Deterministic Effect of pH on Shaping Soil Resistome Revealed by Metagenomic Analysis

Soil is recognized as the major reservoir of antibiotic resistance genes (ARGs), harboring the most diverse naturally evolved ARGs on the planet. Multidrug resistance genes are a class of ARGs, and their high prevalence in natural soil ecosystems has recently raised concerns. Since most of these genes express proton motive force (PMF) driven efflux pumps, studying whether soil pH is a determinant for the selection of multidrug efflux pump genes and thus shaping the soil resistome are of great interest. In this study, we collected 108 soils with pH values ranging from 4.37 to 9.69 from multiple ecosystems and profiled the composition of ARGs for metagenomes and metagenome-assembled genomes. We observed the multidrug efflux pump genes enriched in the acidic soil resistome, and their abundances have significant soil pH dependence. This reflects the benefits of high soil proton activity on the multidrug efflux pump genes, especially for the PMF-driven inner membrane transferase. In addition, we preliminary indicate the putative microbial participants in pH shaping the soil resistome by applying ecological analyzing tools such as stepwise regression and random forest model fitting.

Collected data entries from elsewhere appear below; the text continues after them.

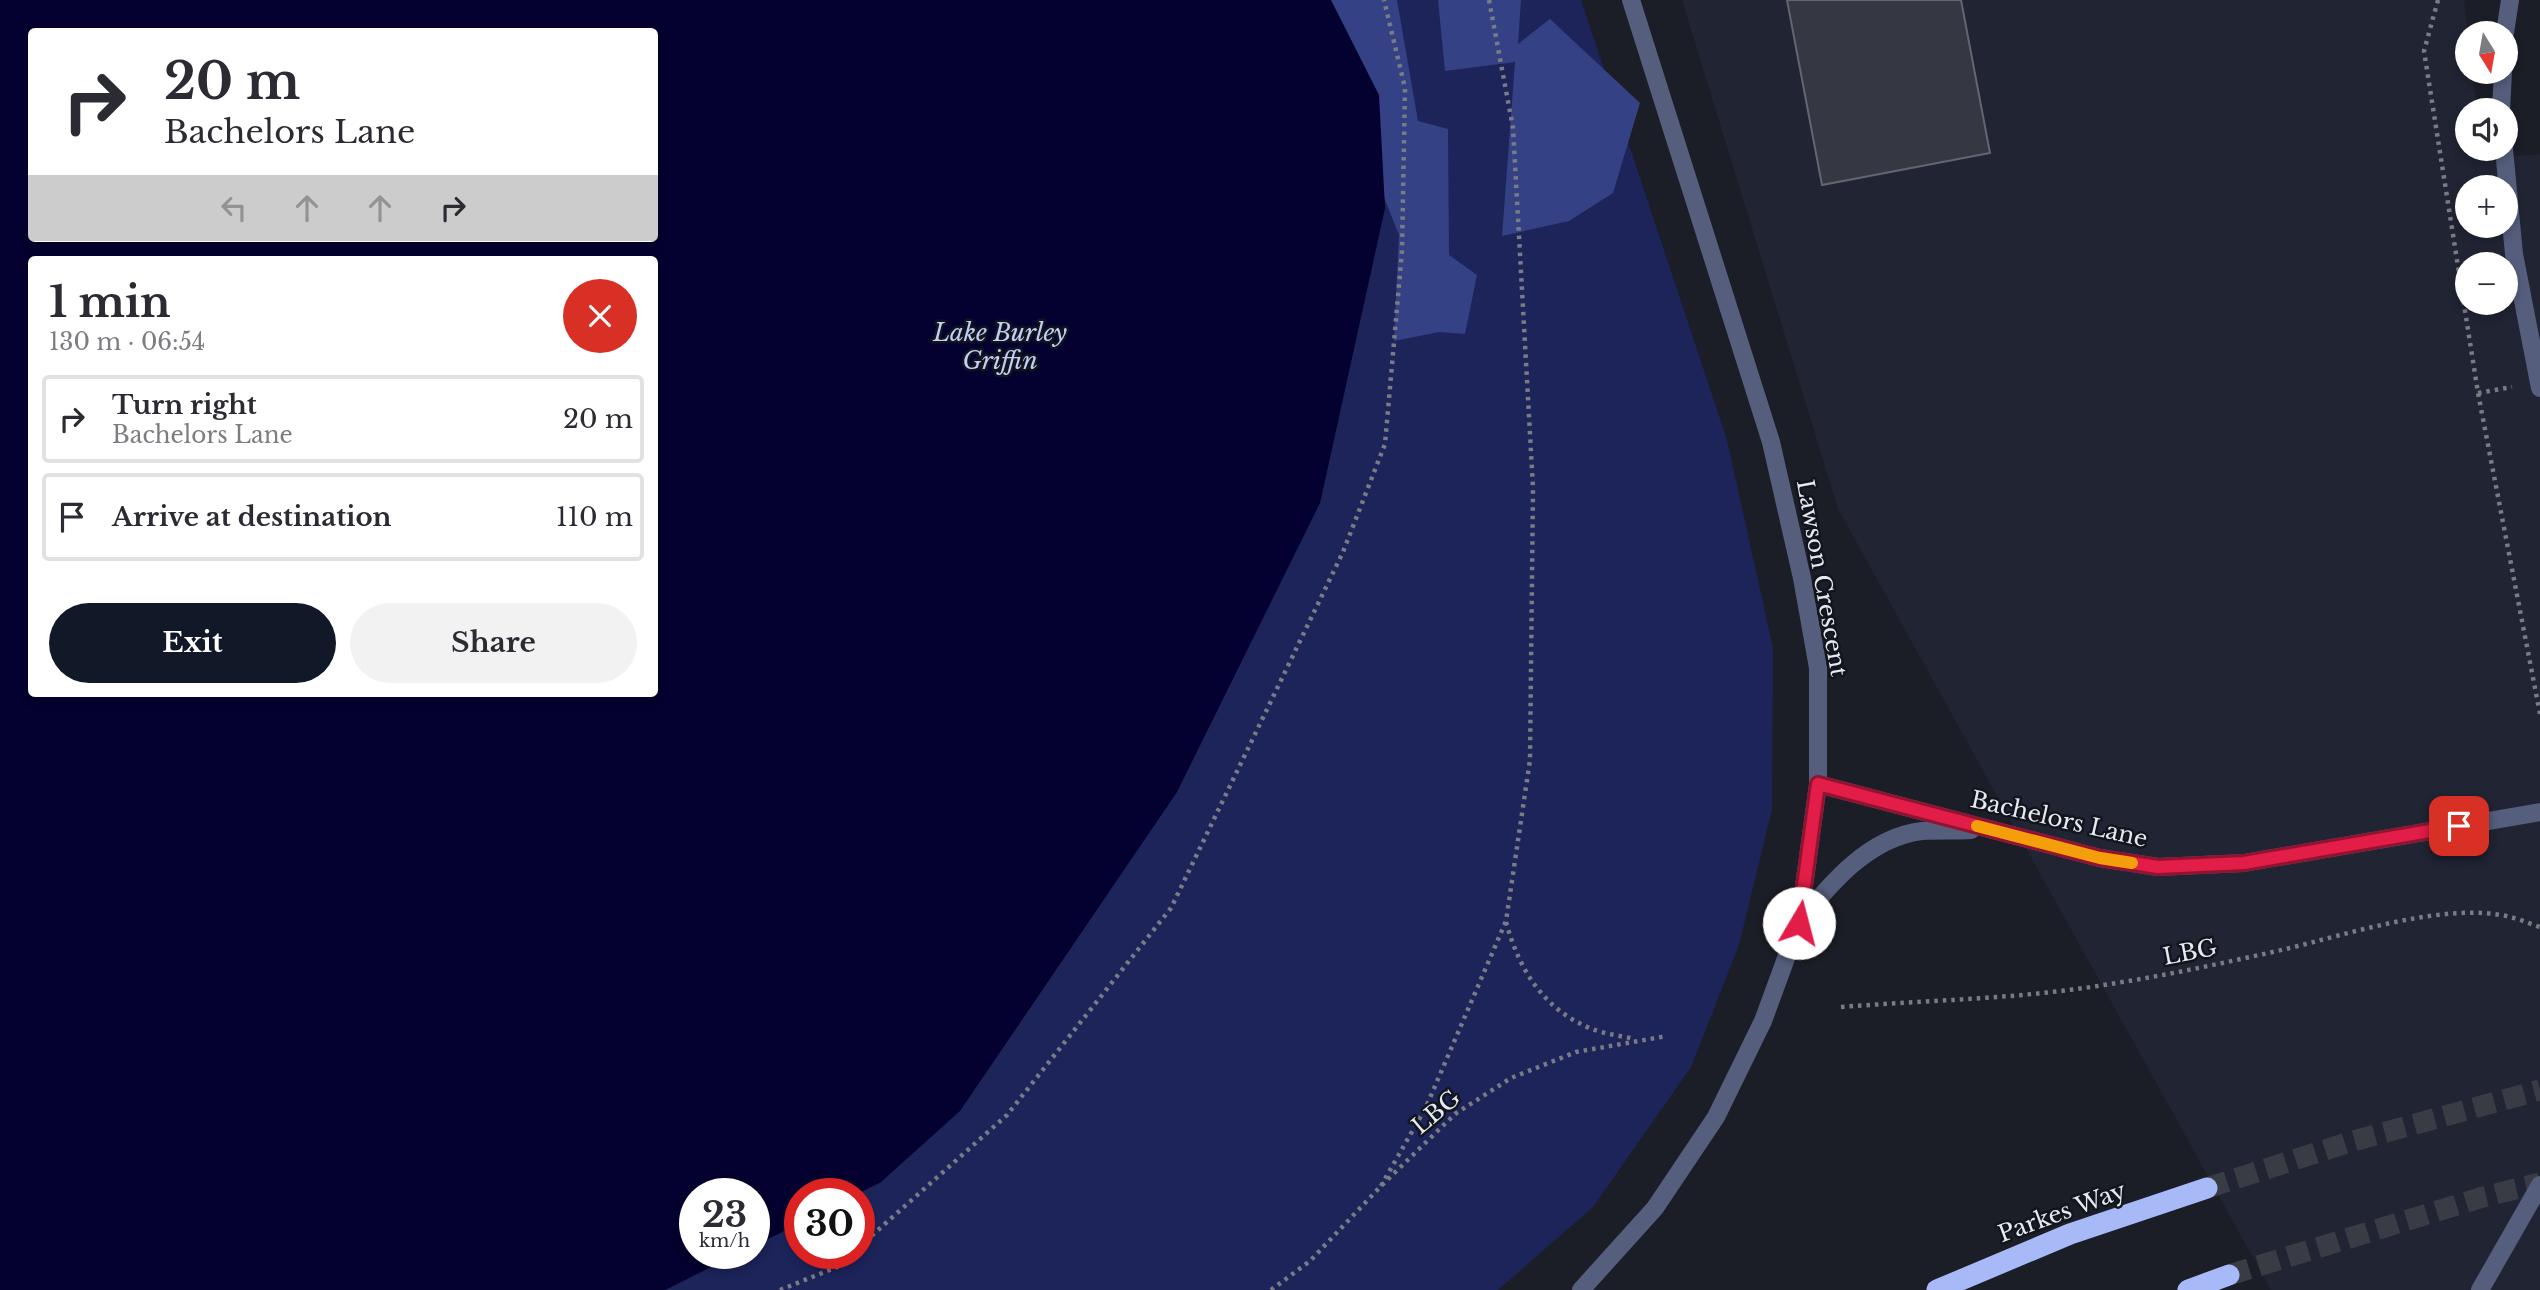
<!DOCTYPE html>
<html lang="en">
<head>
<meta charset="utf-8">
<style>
  :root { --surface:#fff; --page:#f2f2f3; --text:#2b2b33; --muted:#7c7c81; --line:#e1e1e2; --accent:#111827 }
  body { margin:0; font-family:"Libre Baskerville",serif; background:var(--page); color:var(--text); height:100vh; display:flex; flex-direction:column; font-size:26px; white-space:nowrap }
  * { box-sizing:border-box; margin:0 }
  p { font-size:23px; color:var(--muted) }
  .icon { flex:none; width:38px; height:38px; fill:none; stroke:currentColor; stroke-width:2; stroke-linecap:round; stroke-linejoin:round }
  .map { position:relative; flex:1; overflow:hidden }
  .drawer { position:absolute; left:28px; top:256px; width:630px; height:441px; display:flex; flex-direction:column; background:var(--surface); border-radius:7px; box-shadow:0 4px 10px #0003 }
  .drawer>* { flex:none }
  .banner { position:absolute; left:28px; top:28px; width:630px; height:214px; border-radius:7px; box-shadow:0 4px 10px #0003; background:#fff; color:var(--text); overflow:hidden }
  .needle { width:46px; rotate:169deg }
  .controls { position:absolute; left:2455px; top:21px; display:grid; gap:14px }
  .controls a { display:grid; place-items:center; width:63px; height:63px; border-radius:50%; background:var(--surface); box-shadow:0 4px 10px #0003; font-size:35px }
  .speed { position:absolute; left:679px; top:1178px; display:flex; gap:14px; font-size:35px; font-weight:700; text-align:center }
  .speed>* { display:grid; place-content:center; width:91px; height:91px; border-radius:50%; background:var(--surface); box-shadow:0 4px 10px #0003; line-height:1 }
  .speed small { font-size:18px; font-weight:400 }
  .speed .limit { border:10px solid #d22; background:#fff; color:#111 }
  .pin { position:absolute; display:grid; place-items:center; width:60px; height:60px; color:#fff; margin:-30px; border-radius:14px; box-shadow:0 4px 10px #0006 }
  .me { position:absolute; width:77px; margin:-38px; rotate:8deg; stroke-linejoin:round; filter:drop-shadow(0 0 5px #0008) }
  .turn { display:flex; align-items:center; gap:24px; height:147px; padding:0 21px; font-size:32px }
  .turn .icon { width:91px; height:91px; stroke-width:2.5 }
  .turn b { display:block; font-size:49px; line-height:60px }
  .lanes { display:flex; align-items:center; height:66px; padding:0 21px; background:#0003; justify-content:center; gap:35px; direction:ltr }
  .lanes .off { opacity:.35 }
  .round { display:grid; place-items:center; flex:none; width:74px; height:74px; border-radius:37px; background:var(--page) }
  .head { display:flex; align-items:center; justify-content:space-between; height:119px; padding:0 21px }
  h1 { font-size:42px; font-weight:700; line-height:52px }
  .primary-button { display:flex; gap:14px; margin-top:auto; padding:14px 21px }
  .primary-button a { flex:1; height:80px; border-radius:42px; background:var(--accent); color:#fff; font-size:28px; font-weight:700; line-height:80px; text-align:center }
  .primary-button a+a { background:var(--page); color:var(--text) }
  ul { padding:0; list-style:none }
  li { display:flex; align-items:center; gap:21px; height:88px; margin:0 14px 10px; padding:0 7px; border:4px solid var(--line); border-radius:7px }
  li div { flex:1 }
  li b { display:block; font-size:26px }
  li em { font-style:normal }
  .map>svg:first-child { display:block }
  .built { fill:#202433; fill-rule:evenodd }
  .green { fill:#1c245a }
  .forest { fill:#354185 }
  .water { fill:#04002f; fill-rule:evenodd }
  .building { fill:#353842; stroke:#636672; stroke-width:2 }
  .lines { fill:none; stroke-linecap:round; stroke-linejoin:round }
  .motorway-tunnel { stroke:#3a3c45; stroke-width:21; stroke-dasharray:21 10; stroke-linecap:butt }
  .path { stroke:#7a7c84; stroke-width:4.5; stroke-dasharray:3.5 5; stroke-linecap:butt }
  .minor { stroke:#565e7d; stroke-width:18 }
  .motorway { stroke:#a8b9f7; stroke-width:21 }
  .route-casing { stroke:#92132f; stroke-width:18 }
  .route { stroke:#e11d48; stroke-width:12 }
  .slow { stroke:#f59e0b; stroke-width:12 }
  .labels { text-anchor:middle; stroke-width:5; stroke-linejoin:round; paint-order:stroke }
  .street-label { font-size:23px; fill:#e7e9f0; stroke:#12151e }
  .water-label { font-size:24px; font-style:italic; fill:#c2cef6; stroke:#12151e }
</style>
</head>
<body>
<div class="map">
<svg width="2540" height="1290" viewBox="0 0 2540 1290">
  <rect width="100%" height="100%" fill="#1b1e27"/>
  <path class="built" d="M1682,0H2464L2468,33V72H2472L2477,110H2468V149H2481L2483,159L2540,154V1290H2271L1838,509ZM2468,187H2506V226H2468ZM2468,264H2506V303H2468Z"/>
  <path class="green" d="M1331,0H1581L1727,440L1773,648L1772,809L1739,945L1691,1067L1593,1207L1498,1290H665L739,1253H754V1246L800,1223V1253H859V1193L881,1182L1320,503L1385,208L1379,95Z"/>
  <g class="forest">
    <path d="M1318,0H1397L1418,121L1448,129L1449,255L1477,275L1465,334L1439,332L1394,341L1399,235L1366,152Z"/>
    <path d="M1438,0H1521L1518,44L1550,19L1640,103L1613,193L1569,221L1502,236L1515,62L1445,71Z"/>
  </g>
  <path class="water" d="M0,0H1331L1379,95L1385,208L1320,503L1177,792L960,1111L881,1182L859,1193L800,1194V1223L754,1246V1194H695V1253H739L665,1290H0ZM32,32H654V238H32ZM32,259H654V693H32Z"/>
  <path class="building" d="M1787,0H1961L1990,153L1822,185Z"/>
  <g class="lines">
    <g class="motorway-tunnel">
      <path d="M2207,1188L2353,1141L2540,1090"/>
      <path d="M2229,1275L2483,1197L2540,1183"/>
    </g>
    <g class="path">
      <path d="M2438,0L2424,51L2478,393L2540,714"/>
      <path d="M2478,393L2512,387"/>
      <path d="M1506,922C1519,970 1544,1010 1592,1029C1605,1034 1621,1036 1635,1039"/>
      <path d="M1841,1007C1931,1000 2021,999 2110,984C2169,975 2228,962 2286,949C2348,934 2449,901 2510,917C2520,919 2530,924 2540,927"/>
      <path d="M1381,1186L1426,1107L1506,921L1530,760L1533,488L1513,128L1489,0"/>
      <path d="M859,1247L1007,1115L1171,908L1343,552L1385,444L1402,251L1405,88L1384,0"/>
      <path d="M780,1290L837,1267L852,1253"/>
      <path d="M1271,1290L1310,1261L1381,1186L1455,1114L1511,1078L1576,1052L1667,1036"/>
    </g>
    <g class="minor">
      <path d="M2505,33L2510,0"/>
      <path d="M2501,110L2503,72"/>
      <path d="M2504,149L2514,254L2540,388"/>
      <path d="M1818,784L2100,858L2158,867L2244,863L2540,812"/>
      <path d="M1799,922C1830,884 1869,837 1922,831C1938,830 1955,831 1971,830"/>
      <path d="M1581,1290L1655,1208L1716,1117L1763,1021L1799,923L1818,784V668L1802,578L1771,442L1631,0"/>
      <path d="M2480,1290L2540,1185"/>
    </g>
    <g class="motorway">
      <path d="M1937,1290L2070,1234L2207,1188"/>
      <path d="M2188,1290L2229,1275"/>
    </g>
  </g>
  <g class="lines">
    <g class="route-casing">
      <path id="route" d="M1799,923L1818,784L2100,858L2158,867L2244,863L2459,826"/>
    </g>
    <use href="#route" class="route"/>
    <path class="slow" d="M1977,826L2100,858L2132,863"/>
  </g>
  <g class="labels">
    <g class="street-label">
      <text transform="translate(1822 578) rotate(80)" y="8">Lawson Crescent</text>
      <text transform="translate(2059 819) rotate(13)" y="8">Bachelors Lane</text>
      <text transform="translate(2190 952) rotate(-11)" y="8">LBG</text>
      <text transform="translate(1436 1112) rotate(-40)" y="8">LBG</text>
      <text transform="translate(2062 1212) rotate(-20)" y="8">Parkes Way</text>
    </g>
    <g class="water-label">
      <text x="1000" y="341">Lake Burley<tspan x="1000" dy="28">Griffin</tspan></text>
    </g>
  </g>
</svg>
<div class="controls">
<a><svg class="needle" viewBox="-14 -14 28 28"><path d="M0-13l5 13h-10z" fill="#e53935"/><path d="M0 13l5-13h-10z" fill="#7c7c81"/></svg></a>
<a><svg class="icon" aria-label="sound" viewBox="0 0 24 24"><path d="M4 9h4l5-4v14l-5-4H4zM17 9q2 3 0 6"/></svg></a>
<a>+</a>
<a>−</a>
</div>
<div class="speed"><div>23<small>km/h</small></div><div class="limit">30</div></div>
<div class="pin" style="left:2459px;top:826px;background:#d93025"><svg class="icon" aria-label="arrive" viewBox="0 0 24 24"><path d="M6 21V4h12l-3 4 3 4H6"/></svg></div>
<svg class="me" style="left:1799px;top:923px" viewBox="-20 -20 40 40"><circle r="19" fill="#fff"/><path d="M0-13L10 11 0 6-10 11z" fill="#e11d48"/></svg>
<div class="banner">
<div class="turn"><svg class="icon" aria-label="right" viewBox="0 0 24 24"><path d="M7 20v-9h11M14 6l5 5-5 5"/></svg><div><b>20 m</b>Bachelors Lane</div></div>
<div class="lanes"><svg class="icon off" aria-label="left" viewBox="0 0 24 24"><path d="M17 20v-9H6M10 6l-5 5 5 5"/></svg><svg class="icon off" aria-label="ahead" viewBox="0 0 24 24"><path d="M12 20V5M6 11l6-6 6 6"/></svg><svg class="icon off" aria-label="ahead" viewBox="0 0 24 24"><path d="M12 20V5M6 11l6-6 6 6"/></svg><svg class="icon" aria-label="right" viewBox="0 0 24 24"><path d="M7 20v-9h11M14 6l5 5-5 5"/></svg></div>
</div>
<section class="drawer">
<div class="head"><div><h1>1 min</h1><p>130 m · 06:54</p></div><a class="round" style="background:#d93025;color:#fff"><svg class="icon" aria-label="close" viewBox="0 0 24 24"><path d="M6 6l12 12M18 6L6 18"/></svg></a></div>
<ul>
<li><svg class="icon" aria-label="right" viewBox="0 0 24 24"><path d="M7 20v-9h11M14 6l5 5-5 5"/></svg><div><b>Turn right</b><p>Bachelors Lane</p></div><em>20 m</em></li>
<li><svg class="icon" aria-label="arrive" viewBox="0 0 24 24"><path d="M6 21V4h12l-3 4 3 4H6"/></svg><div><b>Arrive at destination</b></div><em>110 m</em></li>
</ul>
<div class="primary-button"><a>Exit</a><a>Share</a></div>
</section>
</div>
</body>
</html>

The decisive influence of proton activity on shaping the resistome is more impactful than any other examined factors, and as the consequence, we revisited the influence of edaphic factors on the soil resistome; i.e., the deterministic selection of resistance mechanisms by edaphic factors could lead to the bottom-up shaping of the ARG composition. Such natural developing mechanisms of the resistome are herein suggested to be considered in assessing human-driven ARG transmissions.

Automated summary

Soil is the major reservoir of antibiotic resistance genes (ARGs), particularly multidrug efflux pump genes, which have raised concerns due to their high prevalence in natural soil ecosystems. This study examined the influence of soil pH on the selection and composition of multidrug efflux pump genes in soil resistomes. The findings indicate that acidic soil environments significantly enrich multidrug efflux pump genes, reflecting the benefits of high soil proton activity on these genes.